NARRATION: After President Trump restricted travel to the U.S. by people from five Muslim-majority countries on national security grounds, the policy was challenged in the Supreme Court. Justice Sonya Sotomayor compared the travel ban to the internment of Japanese Americans. The court upheld the ban, but Chief Justice John Roberts took the opportunity to officially address the Korematsu ruling, writing that Korematsu was, “gravely wrong the day it was decided” and “has no place in law under the Constitution” – statements interpreted as disavowing Korematsu as legal precedent.

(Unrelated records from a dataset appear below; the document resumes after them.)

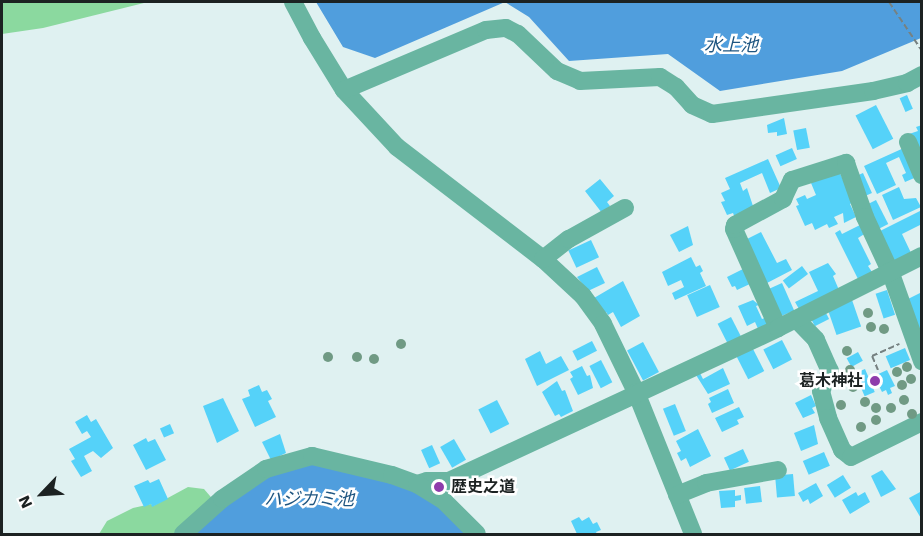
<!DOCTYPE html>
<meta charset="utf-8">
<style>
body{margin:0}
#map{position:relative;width:923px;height:536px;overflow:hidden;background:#dff1f1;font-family:"Work Sans","Noto Sans JP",sans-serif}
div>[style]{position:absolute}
.green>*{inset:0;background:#8bd99f}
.water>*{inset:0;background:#509edd}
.building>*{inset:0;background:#55d2f9;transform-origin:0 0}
.path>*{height:2px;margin-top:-1px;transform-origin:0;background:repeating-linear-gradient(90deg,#768181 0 6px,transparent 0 9px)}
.minor>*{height:18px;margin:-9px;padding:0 9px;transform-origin:9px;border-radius:9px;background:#69b5a1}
.trees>*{width:10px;height:10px;margin:-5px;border-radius:50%;background:#709a84}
.dots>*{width:16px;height:16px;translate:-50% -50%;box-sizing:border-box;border:3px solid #fff;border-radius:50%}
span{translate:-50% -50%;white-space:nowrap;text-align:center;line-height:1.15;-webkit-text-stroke:5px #fff;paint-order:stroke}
.poi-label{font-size:16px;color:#1c2222;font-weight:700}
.right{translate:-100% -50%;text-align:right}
.left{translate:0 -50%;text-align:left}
.water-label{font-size:18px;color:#1f5681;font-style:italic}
.frame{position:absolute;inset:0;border:3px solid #1c2222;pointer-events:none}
.north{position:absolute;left:12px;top:464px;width:60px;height:60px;-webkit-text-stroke:4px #fff;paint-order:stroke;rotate:245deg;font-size:16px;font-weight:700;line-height:24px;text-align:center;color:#1c2222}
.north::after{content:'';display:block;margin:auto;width:21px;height:27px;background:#1c2222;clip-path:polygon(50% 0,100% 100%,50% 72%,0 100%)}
</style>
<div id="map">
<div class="green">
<div style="clip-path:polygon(2px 2px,148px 2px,43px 28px,2px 34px)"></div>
<div style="clip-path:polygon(188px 487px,204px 489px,216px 503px,188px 534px,99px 534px,107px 521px,133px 508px,151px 504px,153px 506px)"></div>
</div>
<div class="water">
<div style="clip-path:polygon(316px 2px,921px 2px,921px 38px,842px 71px,720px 91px,668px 54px,569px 61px,529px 17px,505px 2px,375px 58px,343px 47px)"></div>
<div style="clip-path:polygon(308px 462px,396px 480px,433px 499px,467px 534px,193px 534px,220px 505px,266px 474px)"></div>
</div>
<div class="building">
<div style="left:907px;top:95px;width:15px;height:8px;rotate:67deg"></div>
<div style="left:876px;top:105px;width:38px;height:23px;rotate:63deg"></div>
<div style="clip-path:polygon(784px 118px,787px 134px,777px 136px,777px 132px,768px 133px,767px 125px)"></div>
<div style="clip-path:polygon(922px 125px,922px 163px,909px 134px,918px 131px,916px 127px)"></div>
<div style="left:806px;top:128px;width:20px;height:13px;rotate:79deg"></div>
<div style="clip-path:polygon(906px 147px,919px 176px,905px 182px,902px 175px,906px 173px,899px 157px,886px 163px,896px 185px,877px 194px,864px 166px)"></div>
<div style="left:792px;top:148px;width:12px;height:18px;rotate:66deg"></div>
<div style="clip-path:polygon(768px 159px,781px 188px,770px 193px,762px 173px,740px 183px,743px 191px,747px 188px,754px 209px,735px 218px,733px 213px,727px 215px,721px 202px,725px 201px,721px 193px,730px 189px,725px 178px)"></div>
<div style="clip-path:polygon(839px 171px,853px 202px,850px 204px,856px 217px,844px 223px,843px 213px,834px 217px,838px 224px,829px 228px,827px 224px,815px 230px,812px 223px,805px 226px,796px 206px,799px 205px,796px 199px,805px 195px,807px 199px,816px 195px,811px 183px)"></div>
<div style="left:863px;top:173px;width:22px;height:8px;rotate:66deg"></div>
<div style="clip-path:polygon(600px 179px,614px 196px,607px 202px,610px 206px,602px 213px,585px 191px)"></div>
<div style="clip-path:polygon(899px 187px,904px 199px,916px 198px,921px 207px,893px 220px,882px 195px)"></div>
<div style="left:876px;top:200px;width:27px;height:11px;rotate:63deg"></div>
<div style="clip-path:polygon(922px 210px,922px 228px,920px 225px,902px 234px,912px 255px,892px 265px,876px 233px)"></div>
<div style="clip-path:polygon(862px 224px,866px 233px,858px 238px,871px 264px,868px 266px,872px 272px,858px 279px,835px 233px,840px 230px,842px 234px)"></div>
<div style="clip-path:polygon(688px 226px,693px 245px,679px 252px,670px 235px)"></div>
<div style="clip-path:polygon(761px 232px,777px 263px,786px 259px,792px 270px,767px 283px,745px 240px)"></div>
<div style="left:591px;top:240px;width:19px;height:25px;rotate:65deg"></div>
<div style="clip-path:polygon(691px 257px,696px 267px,700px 265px,703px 271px,700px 273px,706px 286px,675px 300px,672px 293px,684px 287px,681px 280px,668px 286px,662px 272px)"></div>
<div style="clip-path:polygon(828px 263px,836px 274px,833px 276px,839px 290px,799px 309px,795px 302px,818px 291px,809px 272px)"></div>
<div style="left:802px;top:266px;width:10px;height:24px;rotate:53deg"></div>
<div style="clip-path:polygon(597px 267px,605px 283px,588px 291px,577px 277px)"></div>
<div style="clip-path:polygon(745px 268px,752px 283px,737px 290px,735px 286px,732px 287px,727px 277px)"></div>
<div style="clip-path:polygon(623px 281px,640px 316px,621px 327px,613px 312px,608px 315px,606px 312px,602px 313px,594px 298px)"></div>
<div style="left:782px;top:283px;width:30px;height:14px;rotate:66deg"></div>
<div style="left:710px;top:285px;width:24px;height:25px;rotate:66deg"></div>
<div style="left:887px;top:290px;width:26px;height:12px;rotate:72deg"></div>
<div style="clip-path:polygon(922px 292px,922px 328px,914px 332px,906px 300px)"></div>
<div style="clip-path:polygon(753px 300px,759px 305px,756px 306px,762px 319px,767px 317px,771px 325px,759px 331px,755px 322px,747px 326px,738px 306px)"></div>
<div style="left:852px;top:300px;width:28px;height:26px;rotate:71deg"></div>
<div style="left:825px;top:311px;width:9px;height:16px;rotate:63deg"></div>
<div style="left:731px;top:317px;width:22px;height:15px;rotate:63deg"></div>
<div style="left:782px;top:340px;width:22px;height:21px;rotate:63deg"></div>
<div style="left:592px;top:341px;width:11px;height:22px;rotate:63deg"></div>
<div style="left:643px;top:342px;width:34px;height:18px;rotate:62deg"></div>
<div style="left:752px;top:347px;width:27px;height:18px;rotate:63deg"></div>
<div style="left:905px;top:348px;width:13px;height:21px;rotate:67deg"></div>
<div style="clip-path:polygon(540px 351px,546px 364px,561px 356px,569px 370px,537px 386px,525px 359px)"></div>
<div style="left:858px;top:352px;width:10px;height:13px;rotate:61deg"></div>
<div style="left:601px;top:360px;width:25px;height:13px;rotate:63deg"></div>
<div style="clip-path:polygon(582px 366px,587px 376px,590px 375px,593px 388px,578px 395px,570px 379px,573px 377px,570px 372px)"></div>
<div style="clip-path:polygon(723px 368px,730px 384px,708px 394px,696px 375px,700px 373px,703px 379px)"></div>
<div style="left:865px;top:369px;width:25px;height:11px;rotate:67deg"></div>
<div style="clip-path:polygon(887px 370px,895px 386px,890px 388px,892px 393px,888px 395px,886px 390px,882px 392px,874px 376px)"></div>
<div style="clip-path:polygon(557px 381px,562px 391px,565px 390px,573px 411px,561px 417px,559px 414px,555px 416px,542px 392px)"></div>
<div style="clip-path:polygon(259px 385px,262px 392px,267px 390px,272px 399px,268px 401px,276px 417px,255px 427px,242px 399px,250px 396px,248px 390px)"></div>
<div style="clip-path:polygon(728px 389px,734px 403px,712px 413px,708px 404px,711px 402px,709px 398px)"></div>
<div style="clip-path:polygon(811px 395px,816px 406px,812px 408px,815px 413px,803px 418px,795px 403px)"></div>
<div style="clip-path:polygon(223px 398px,239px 431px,217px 443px,203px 406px)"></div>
<div style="left:497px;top:400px;width:27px;height:21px;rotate:63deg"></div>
<div style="left:675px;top:404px;width:29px;height:13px;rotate:68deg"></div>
<div style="clip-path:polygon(739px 407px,744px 417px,737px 420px,739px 424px,722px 432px,715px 418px)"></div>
<div style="clip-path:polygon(87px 415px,91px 422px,96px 419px,113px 448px,101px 458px,93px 451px,84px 456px,92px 471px,81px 477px,71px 461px,75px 459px,69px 449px,91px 437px,87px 431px,82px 434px,75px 422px)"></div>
<div style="left:170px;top:424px;width:10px;height:11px;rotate:66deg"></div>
<div style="clip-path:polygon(814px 425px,818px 444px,801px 451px,794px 433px)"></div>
<div style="clip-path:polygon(698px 429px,711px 456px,690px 467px,686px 458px,681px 461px,677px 453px,681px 451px,676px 441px)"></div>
<div style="clip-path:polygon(280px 434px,286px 453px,271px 460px,262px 442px)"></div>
<div style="clip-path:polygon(146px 438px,148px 442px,155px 439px,166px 460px,146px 470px,133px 445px)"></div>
<div style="left:454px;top:439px;width:24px;height:16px;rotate:60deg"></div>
<div style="left:432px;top:445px;width:20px;height:12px;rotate:66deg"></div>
<div style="left:743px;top:449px;width:14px;height:21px;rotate:65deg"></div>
<div style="left:824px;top:452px;width:15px;height:23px;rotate:67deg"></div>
<div style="clip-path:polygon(882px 470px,896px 489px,881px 497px,871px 476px)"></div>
<div style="left:793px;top:474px;width:22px;height:18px;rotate:85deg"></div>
<div style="left:843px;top:475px;width:15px;height:19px;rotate:58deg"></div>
<div style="clip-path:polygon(159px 479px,168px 499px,152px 507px,151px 504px,144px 507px,134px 486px,148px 480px,150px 483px)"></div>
<div style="clip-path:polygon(816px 483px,823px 496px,810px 504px,808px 499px,803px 502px,798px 493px)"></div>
<div style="left:760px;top:486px;width:16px;height:16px;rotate:83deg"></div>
<div style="clip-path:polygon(735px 490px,735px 496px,741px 495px,741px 500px,735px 501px,735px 507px,721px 508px,719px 491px)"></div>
<div style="clip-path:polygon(922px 491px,922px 520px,909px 498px)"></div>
<div style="clip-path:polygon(856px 492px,858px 496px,865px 492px,870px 502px,850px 514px,842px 500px)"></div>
<div style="clip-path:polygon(579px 517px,582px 521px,589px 517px,593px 524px,597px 522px,601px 530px,596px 532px,597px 534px,577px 534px,571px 521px)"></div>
</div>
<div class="path">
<div style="left:889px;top:2px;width:59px;rotate:56deg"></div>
<div style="left:878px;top:370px;width:15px;rotate:-113deg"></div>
<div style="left:872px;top:356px;width:30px;rotate:-24deg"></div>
</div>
<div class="minor">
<div style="left:293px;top:2px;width:41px;rotate:62.2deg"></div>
<div style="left:312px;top:38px;width:61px;rotate:58.4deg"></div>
<div style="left:344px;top:90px;width:78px;rotate:47.1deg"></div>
<div style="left:397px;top:147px;width:184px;rotate:37.5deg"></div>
<div style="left:543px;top:259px;width:54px;rotate:42.8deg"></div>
<div style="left:583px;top:296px;width:34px;rotate:54deg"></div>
<div style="left:603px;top:324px;width:76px;rotate:64.1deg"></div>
<div style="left:636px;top:392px;width:153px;rotate:68.1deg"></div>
<div style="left:344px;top:90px;width:154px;rotate:-22.9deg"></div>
<div style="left:486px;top:30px;width:20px;rotate:-6deg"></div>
<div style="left:506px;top:28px;width:13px;rotate:27deg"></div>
<div style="left:518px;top:34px;width:54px;rotate:43.5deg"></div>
<div style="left:557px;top:71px;width:25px;rotate:23deg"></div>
<div style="left:580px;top:81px;width:80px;rotate:-2.9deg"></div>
<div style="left:660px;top:77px;width:19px;rotate:32deg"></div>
<div style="left:676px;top:87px;width:24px;rotate:48deg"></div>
<div style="left:692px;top:105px;width:22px;rotate:24deg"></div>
<div style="left:712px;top:114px;width:163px;rotate:-8.1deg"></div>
<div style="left:873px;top:91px;width:35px;rotate:-13deg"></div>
<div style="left:907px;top:83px;width:17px;rotate:-28deg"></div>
<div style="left:908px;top:142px;width:36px;rotate:67deg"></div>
<div style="left:543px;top:259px;width:33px;rotate:-38deg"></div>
<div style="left:569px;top:239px;width:64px;rotate:-29deg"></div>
<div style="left:796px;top:319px;width:29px;rotate:46deg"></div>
<div style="left:816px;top:340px;width:34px;rotate:66deg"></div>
<div style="left:830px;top:371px;width:22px;rotate:114deg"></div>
<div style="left:821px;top:391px;width:28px;rotate:75deg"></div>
<div style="left:828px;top:418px;width:35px;rotate:66deg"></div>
<div style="left:842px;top:450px;width:11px;rotate:38deg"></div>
<div style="left:851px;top:457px;width:79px;rotate:-26.2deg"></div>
<div style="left:778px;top:328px;width:108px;rotate:-114deg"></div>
<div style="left:734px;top:229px;width:4px;rotate:-76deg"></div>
<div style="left:735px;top:225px;width:55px;rotate:-28.4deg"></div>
<div style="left:783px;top:199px;width:21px;rotate:-65deg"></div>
<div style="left:792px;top:180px;width:57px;rotate:-17.5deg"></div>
<div style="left:846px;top:163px;width:57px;rotate:70.6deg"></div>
<div style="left:865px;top:217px;width:60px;rotate:65.2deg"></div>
<div style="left:890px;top:271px;width:96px;rotate:70.4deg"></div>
<div style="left:417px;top:484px;width:10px;rotate:-17deg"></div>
<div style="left:427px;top:481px;width:22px"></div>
<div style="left:449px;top:481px;width:363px;rotate:-24.9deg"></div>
<div style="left:778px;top:328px;width:161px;rotate:-26.6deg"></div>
<div style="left:677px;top:495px;width:31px;rotate:-22deg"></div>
<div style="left:706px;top:483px;width:73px;rotate:-10.2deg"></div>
<div style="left:183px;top:534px;width:52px;rotate:-41.9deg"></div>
<div style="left:222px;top:499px;width:53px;rotate:-34.3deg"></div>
<div style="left:266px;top:469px;width:48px;rotate:-15.8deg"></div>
<div style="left:312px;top:456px;width:82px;rotate:13.4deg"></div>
<div style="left:392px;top:475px;width:27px;rotate:20deg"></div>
<div style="left:417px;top:484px;width:31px;rotate:32deg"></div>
<div style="left:443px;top:500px;width:48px;rotate:45deg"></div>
</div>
<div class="trees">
<div style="left:868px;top:313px"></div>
<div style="left:871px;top:327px"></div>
<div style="left:884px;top:329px"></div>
<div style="left:401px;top:344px"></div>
<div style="left:847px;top:351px"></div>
<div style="left:328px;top:357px"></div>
<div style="left:357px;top:357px"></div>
<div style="left:374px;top:359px"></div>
<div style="left:907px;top:367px"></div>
<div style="left:850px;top:370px"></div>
<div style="left:897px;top:372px"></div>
<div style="left:911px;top:379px"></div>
<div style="left:902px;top:385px"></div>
<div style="left:853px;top:387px"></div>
<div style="left:904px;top:400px"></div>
<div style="left:865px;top:402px"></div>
<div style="left:841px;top:405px"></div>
<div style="left:876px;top:408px"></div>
<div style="left:891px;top:408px"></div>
<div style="left:912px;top:414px"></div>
<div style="left:876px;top:420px"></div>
<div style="left:861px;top:427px"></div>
</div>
<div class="dots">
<div style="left:875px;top:381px;background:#8e3cab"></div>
<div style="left:439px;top:487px;background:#8e3cab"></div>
</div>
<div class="poi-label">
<span class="right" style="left:863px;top:381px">葛木神社</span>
<span class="left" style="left:451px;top:487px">歴史之道</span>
</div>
<div class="water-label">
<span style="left:731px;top:45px">水上池</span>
<span style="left:309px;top:499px">ハジカミ池</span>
</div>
<div class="frame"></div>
<div class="north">N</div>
</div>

It was a fraught ending to the Korematsu decision – but for Dale Minami, there was still some satisfaction in it.
DALE MINAMI: There are so many differences in this country. So, it’s hard to keep cohesive. So if you can correct a wrong, if you could admit you’re wrong, if you can create a tolerance within a society about mistakes. I think it helps you move forward.
NARRATION: Perhaps no one understands that better than Yae Wada, now 102 years old.
YAE WADA (READING FROM A LETTER): President of the United States, October 1990.
NARRATION: She waited over four decades for her letter of apology from the government, as well as the $20,000 reparation check for her incarceration at Topaz.
YAE WADA: Twenty thousand is a lot of money to a lot of people. But for those of us who lost our homes and our business, it really wasn’t very much. I was very angry. And I was that way for years, but when I got this reparation and a sincere letter from the president, I had to accept it.